Rising prices are bad, and so are falling prices. As
recently as mid-August, we were worried about runaway inflation. In an
article headlined “Higher Costs Are Taking a Toll on Business,” The New York Times reported
that “rising prices have seeped into much of the economy, led by higher
costs for food and energy.” At the end of last month, under the
headline “Fear of Deflation Lurks As Global Demand Drops,” the Times warned
that reduced consumer demand could lead to “persistently falling
prices,” “suffocating fresh investment and worsening joblessness for
months or even years.”

Rising home prices are bad, and so are falling home prices. As home prices rose through 2006, newspapers across the country ran stories bemoaning
the lack of “affordable housing.” Now that prices are falling,
newspapers across the country are running stories about the disaster of
negative equity, the loss of what used to be a reliable investment, and the financial havoc caused by the assumption that home values would keep climbing forever.

Rising oil prices are bad, and so are falling oil prices.
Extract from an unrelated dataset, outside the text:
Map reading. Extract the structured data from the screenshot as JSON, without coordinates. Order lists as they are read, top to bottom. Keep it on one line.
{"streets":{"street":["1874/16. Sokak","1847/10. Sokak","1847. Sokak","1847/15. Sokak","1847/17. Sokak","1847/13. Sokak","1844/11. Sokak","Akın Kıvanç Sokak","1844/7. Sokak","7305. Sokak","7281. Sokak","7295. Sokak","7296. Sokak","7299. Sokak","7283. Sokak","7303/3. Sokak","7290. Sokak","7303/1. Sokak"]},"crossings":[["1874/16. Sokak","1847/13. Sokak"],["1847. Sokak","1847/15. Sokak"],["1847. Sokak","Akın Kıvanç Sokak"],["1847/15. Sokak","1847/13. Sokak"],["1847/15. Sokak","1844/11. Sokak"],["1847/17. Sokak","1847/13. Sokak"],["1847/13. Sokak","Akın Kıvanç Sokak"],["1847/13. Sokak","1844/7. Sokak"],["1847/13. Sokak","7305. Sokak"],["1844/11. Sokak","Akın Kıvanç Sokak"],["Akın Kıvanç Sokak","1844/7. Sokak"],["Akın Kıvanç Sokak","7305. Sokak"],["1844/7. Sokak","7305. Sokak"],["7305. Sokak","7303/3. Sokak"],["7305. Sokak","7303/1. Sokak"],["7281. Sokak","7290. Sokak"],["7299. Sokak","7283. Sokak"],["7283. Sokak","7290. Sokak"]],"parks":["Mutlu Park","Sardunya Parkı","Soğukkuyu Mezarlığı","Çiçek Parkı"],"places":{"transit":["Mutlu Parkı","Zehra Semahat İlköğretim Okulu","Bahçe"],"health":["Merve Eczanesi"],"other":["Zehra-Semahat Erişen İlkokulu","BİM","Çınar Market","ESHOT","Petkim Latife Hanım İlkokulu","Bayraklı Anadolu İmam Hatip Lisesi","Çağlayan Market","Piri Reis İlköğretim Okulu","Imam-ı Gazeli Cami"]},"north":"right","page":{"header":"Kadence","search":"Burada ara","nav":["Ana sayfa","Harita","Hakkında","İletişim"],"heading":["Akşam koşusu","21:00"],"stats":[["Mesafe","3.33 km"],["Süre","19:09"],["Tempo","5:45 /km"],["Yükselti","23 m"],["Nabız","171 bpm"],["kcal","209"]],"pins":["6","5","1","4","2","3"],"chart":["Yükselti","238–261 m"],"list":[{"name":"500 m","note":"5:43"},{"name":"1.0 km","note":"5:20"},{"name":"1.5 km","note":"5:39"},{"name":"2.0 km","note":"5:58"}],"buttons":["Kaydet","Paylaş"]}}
Last
summer, with crude oil going for more than $140 a barrel and gasoline
over $4 a gallon, politicians were falling all over each other to do
something about rising oil prices, which made food and a wide range of
other products more expensive. Now oil is around $60 a barrel, but instead of celebrating we’re supposed to worry, because the price reflects fears of a prolonged worldwide recession.

Consumer spending is bad, except when it’s good. Until recently, economists bemoaned
the nation’s low saving rate, warning that Americans were living beyond
their means, enjoying a spending spree subsidized by foreign capital.
Now the problem is that Americans are spending too little, saving or paying down debt instead of buying stuff they don’t need and thereby stimulating the economy.